Il milite pour des écoles communes, et se bat contre les Pass-laws (outil de ségrégation interdisant à ses possesseurs de se déplacer hors des lieux du pays dans lesquels ils étaient autorisés à rester).

En 1984, Desmond reçoit le prix Nobel de la paix pour avoir contribué à la fin de l’apartheid, mais à l’occasion du trentième anniversaire de cette récompense, il appelle le peuple sud-africain à se réconcilier.

UNE ÉMOTION PARTAGÉE DANS LE MONDE

Tandis que Barack Obama annonce qu’il vient de perdre « un mentor, un ami et une boussole morale pour [lui] et tant d’autres », Emmanuel Macron a rappelé que l’ancien archevêque Desmond Tutu avait consacré « sa vie aux droits de l’homme et à l’égalité des peuples »« Son combat pour la fin de l’apartheid et la réconciliation sud-africaine restera dans nos mémoires », a tweeté le Président.

Christiane Taubira, elle, a rappelé avoir côtoyé l’ancien président à la Commission Vérité et Réconciliation  à de nombreuses reprises : « Résonne son rire, car j’ai connu aussi le son de sa colère et j’ai vu ses larmes de près. Étudiante, j’ai vénéré Desmond Tutu. Députée, j’ai pu lui dire merci pour tant de courage. Ministre, je l’ai salué officiellement. La dernière fois aux adieux à Mandela. Quelle vie

Le maire de Londres Sadiq Khan a choisi de partager la célèbre phrase du vétéran activiste contre la ségrégation : L’espoir, c’est de pouvoir voir qu’il y a de la lumière malgré l’obscurité », alors que Boris Johnson a exprimé sa tristesse profonde, en soulignant la « bonne humeur irrépressible » de l’homme de paix.

Au nom des 27 États membres de l’Union européenne, le président du Conseil européen, Charles Michel, a rendu un dernier hommage à « un homme qui a donné sa vie à la liberté avec un engagement profond pour la dignité humaine. Un géant qui s’est dressé contre l’apartheid ».
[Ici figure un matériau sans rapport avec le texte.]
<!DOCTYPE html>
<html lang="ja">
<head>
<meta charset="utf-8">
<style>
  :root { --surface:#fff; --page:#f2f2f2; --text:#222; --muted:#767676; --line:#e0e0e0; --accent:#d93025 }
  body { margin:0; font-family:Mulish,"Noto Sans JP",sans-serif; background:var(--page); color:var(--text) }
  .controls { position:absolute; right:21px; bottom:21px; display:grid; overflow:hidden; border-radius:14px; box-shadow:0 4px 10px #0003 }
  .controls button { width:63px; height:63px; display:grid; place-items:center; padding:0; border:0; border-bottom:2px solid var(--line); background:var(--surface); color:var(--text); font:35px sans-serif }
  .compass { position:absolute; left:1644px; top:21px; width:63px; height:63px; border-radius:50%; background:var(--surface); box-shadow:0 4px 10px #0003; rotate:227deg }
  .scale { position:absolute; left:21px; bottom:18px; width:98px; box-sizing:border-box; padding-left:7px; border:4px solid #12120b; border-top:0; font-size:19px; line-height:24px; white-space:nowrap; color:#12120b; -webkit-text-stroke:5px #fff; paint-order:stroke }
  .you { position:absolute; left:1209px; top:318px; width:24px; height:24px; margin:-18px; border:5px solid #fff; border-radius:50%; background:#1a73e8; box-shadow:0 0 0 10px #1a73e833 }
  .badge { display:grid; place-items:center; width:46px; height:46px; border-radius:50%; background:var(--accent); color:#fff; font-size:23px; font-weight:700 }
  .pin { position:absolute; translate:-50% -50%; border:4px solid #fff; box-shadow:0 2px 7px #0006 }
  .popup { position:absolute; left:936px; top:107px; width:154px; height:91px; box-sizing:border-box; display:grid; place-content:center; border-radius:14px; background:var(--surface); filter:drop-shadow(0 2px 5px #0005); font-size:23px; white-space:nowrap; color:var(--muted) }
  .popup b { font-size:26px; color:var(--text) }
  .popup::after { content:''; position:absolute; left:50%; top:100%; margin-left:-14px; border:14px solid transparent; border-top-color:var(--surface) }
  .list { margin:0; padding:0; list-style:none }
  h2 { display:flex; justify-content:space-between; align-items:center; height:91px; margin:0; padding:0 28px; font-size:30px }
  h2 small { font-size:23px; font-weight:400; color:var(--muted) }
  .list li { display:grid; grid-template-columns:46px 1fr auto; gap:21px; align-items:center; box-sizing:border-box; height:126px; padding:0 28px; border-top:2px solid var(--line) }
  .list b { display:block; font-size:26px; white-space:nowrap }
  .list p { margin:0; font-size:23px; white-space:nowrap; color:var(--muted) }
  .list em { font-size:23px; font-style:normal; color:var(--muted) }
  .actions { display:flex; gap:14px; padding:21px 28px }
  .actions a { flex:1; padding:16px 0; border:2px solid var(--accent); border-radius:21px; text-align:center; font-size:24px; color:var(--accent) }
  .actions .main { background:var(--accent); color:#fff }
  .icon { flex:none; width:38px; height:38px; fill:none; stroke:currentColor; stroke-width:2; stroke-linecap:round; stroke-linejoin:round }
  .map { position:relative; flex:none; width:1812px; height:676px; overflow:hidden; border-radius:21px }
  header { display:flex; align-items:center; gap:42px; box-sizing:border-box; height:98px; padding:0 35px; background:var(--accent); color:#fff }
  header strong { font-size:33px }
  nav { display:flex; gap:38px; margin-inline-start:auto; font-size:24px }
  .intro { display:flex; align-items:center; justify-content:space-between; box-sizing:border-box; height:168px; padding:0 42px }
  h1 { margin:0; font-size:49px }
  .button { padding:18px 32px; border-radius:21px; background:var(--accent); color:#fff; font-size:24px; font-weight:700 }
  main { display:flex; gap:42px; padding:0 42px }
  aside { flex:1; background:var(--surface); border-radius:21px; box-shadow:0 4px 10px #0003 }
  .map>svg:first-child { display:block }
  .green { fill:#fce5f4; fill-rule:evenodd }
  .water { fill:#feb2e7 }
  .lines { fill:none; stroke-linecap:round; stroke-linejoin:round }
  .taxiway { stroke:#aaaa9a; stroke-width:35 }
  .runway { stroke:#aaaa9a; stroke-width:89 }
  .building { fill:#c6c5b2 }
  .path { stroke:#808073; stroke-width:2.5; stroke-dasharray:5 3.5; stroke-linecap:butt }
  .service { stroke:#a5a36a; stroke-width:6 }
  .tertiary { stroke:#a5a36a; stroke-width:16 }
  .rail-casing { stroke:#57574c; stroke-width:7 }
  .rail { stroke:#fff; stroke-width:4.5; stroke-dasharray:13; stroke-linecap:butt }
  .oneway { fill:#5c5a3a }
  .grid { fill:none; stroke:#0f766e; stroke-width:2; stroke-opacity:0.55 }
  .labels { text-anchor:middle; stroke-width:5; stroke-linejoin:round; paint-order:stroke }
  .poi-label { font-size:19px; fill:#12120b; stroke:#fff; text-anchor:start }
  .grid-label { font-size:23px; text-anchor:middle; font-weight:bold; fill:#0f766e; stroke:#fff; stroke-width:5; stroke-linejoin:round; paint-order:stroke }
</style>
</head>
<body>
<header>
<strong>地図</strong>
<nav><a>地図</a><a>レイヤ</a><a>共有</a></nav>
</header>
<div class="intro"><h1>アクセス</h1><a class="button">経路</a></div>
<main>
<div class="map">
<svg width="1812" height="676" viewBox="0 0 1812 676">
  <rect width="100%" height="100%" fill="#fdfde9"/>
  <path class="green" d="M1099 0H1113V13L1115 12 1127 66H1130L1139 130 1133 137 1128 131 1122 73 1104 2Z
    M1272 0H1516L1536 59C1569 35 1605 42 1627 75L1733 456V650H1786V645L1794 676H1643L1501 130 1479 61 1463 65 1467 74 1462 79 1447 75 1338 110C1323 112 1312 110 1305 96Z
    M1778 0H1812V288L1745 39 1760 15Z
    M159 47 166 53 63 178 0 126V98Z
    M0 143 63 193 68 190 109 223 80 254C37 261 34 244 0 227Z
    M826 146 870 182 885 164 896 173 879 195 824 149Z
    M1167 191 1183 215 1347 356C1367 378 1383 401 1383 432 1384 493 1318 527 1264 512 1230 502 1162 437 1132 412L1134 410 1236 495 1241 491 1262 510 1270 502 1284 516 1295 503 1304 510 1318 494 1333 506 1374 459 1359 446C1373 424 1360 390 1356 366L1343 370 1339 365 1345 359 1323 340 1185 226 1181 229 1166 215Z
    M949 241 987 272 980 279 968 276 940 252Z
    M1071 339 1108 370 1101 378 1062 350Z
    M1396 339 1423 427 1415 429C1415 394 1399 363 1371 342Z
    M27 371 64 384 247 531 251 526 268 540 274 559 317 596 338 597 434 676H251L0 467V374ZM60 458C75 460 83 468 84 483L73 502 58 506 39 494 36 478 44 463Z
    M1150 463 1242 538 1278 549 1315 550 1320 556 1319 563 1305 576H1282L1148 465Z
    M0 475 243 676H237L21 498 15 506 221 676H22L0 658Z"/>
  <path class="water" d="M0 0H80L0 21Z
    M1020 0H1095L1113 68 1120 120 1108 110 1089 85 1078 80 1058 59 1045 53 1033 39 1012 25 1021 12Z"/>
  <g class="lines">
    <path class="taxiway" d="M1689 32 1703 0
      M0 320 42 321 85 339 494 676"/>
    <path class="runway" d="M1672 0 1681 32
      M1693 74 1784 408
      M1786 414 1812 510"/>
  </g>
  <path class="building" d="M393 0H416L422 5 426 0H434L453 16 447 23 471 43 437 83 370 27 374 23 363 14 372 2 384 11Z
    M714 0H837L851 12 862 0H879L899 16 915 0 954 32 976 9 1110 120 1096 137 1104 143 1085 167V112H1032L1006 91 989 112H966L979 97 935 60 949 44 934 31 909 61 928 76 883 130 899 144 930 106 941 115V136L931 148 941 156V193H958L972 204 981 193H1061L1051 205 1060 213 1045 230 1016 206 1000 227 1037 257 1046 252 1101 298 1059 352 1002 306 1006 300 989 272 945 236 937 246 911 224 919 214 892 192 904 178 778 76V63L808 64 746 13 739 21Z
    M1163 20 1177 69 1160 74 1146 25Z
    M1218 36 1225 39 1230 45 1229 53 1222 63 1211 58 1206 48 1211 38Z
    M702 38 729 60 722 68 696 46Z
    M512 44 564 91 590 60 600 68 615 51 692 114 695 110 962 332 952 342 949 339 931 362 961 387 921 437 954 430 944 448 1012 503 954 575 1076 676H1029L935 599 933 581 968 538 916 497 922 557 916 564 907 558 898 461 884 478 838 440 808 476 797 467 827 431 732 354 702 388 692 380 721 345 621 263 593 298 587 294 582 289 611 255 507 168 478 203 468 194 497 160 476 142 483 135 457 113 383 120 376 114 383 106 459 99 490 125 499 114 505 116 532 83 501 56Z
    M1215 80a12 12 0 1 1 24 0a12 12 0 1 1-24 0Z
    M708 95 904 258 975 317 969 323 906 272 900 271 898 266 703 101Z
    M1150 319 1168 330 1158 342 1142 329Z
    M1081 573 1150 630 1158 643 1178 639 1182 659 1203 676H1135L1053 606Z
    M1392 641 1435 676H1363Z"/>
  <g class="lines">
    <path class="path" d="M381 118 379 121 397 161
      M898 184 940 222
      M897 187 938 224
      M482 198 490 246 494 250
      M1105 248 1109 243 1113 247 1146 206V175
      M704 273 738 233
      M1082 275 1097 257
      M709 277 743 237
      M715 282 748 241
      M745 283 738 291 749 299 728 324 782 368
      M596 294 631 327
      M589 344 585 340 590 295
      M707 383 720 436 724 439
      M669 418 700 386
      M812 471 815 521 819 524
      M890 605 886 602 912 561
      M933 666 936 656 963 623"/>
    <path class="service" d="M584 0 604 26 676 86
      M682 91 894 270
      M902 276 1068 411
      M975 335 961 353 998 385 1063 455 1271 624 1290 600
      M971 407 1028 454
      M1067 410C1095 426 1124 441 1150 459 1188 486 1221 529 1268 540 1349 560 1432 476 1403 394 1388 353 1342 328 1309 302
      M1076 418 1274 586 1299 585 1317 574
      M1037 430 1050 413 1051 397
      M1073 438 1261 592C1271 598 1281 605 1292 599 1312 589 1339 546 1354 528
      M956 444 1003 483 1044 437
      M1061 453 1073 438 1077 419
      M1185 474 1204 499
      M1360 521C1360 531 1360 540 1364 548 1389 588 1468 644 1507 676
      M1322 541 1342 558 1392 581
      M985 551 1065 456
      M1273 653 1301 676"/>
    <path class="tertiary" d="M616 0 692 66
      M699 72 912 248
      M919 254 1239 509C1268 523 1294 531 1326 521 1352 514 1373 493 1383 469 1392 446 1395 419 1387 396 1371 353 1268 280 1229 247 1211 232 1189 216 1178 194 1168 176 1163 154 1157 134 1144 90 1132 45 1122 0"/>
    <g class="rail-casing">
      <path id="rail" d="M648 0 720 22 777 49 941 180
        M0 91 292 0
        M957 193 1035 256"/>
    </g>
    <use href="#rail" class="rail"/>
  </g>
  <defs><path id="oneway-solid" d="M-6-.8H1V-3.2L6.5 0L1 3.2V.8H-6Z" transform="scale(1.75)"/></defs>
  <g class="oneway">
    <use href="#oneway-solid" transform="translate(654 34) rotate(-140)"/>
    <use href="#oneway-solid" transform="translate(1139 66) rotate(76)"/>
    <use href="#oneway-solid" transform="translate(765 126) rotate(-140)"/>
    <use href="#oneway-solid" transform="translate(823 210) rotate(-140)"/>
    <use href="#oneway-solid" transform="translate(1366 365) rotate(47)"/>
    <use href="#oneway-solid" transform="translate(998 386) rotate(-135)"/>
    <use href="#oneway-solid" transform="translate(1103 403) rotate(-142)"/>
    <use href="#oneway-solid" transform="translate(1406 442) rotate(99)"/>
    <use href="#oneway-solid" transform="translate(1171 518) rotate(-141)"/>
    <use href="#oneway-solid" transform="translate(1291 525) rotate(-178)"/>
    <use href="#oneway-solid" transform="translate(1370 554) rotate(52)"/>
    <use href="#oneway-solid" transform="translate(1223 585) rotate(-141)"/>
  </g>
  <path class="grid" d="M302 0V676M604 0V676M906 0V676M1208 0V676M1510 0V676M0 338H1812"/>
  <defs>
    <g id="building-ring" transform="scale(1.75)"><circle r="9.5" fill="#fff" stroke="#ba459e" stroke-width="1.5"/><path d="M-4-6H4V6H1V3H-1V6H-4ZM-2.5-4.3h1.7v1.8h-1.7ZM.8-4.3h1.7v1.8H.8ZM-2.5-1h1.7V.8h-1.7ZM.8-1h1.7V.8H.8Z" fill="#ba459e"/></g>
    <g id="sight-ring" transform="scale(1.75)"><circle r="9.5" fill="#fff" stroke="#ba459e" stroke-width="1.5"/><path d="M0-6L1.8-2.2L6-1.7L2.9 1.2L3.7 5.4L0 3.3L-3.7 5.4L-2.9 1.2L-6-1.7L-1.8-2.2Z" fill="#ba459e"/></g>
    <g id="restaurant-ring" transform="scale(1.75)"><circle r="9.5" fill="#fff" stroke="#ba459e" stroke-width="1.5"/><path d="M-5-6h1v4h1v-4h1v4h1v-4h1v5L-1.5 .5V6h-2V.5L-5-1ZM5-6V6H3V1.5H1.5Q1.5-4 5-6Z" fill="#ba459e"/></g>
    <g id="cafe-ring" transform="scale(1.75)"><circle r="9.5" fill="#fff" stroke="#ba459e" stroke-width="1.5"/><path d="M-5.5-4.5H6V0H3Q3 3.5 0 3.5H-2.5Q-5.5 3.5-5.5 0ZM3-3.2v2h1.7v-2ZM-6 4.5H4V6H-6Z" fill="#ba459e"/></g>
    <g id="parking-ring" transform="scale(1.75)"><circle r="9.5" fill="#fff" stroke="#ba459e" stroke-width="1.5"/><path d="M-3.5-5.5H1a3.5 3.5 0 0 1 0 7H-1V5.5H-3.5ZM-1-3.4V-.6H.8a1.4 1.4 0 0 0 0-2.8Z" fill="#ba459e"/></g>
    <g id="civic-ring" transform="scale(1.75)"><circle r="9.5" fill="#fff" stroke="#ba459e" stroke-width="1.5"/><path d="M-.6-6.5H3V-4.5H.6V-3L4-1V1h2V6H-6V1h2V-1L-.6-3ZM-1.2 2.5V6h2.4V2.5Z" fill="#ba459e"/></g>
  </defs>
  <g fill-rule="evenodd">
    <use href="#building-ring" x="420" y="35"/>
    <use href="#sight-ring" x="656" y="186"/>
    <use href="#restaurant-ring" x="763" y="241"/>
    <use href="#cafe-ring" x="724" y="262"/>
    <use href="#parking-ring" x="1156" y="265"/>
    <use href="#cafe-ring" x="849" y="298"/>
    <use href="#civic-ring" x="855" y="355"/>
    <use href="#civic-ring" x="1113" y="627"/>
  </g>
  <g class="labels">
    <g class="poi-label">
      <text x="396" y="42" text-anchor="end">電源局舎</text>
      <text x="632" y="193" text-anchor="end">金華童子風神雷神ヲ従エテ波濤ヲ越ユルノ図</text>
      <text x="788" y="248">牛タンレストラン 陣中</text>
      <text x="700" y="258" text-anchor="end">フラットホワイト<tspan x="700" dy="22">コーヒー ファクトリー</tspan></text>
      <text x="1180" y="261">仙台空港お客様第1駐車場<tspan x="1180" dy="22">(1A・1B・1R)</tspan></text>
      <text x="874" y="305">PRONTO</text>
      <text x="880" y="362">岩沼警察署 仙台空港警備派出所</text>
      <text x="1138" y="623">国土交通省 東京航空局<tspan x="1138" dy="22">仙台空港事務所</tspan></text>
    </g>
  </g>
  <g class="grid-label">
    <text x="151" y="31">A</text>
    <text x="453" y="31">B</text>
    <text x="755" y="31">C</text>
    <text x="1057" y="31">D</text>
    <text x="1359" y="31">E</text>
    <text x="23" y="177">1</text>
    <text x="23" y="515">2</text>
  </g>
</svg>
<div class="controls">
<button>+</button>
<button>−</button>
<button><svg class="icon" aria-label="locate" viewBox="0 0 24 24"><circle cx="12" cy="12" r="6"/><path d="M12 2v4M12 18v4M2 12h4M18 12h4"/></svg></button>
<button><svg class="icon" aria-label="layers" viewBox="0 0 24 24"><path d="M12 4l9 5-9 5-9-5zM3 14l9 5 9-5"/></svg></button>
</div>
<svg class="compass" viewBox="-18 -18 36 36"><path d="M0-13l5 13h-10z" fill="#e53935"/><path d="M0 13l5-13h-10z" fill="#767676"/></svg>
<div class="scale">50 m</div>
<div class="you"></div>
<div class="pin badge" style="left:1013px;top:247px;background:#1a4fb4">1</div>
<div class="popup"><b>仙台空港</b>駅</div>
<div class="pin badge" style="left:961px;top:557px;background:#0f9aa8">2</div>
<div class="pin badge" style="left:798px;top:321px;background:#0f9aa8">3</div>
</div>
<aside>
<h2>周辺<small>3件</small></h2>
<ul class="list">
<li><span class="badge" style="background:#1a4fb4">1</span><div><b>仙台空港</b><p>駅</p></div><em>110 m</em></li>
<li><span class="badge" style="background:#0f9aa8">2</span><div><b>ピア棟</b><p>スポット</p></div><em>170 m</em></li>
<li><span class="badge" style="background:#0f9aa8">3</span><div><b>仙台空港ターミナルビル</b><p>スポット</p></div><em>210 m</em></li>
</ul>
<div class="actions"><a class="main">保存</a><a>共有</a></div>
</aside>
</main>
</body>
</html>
Au-delà de ses combats, c’est la personnalité de l’homme qui a marqué ceux qui ont croisé son chemin. « Ce qui frappait dans Desmond Tutu, c’était son regard perçant et malicieux, qu’il dissimulait derrière des lunettes sans monture, et ensuite son rire contagieux et surtout son franc-parler. Alors cette constance est inséparable de sa foi et de la joie de vivre qui animait cet homme qui n’hésitait pas à descendre de sa chaise pour danser ou embrasser les paroissiens », se souvient Francis Kpatindé, journaliste et enseignant à Science Po qui faisait partie de la mission des Nations unies en Afrique du Sud en 1993 et 1994.

Au Kenya, le président Uhuru Kenyatta estime que « le décès de l’archevêque Desmond Tutu est un coup dur non seulement pour la République d’Afrique du Sud …mais aussi pour tout le continent africain, où il est profondément respecté et célébré en tant qu’artisan de la paix».

Le président sénégalais, Macky Sall, a salué son combat historique tandis que le leader de l’opposition ougandaise, Bobi Wine, souligne qu’«un géant est tombé» après avoir mis sa vie «au service de l’humanité».

Sur Twitter, Bernice King, la fille de Martin Luther King, a publié une vieille photo sur laquelle Desmond Tutu est entouré d’enfants : «Nous sommes meilleurs parce qu’il était là.»

En 1986, Miles Davis lui dédie un album, « Tutu ». Le compositeur et trompettiste de jazz américain rend hommage aux opposants de l’apartheid à travers cette référence à l’archevêque.

Desmond Tutu avait été atteint par un cancer de la prostate à la fin des années 1990. Hospitalisé à plusieurs reprises ces dernières années, il était très affaibli depuis plusieurs mois. Mais cela ne l’empêchait pas de saluer les caméras présentes à chacun de ses déplacements.